Exercise description
Look through the records below for the word "Estrada". Report how many lines have it, and only that number.

───── Supplied data

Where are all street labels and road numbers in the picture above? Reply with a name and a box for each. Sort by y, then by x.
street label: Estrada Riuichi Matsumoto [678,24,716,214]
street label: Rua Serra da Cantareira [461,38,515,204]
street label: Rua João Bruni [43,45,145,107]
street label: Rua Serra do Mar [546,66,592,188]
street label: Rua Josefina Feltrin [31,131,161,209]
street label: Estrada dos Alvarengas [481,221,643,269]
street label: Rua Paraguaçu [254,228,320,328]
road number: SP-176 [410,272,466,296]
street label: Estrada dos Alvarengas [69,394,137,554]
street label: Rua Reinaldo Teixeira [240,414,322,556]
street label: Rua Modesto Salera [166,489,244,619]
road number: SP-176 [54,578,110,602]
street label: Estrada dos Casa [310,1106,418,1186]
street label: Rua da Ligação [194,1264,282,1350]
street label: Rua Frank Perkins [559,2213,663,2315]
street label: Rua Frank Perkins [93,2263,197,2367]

──────────

Solution
4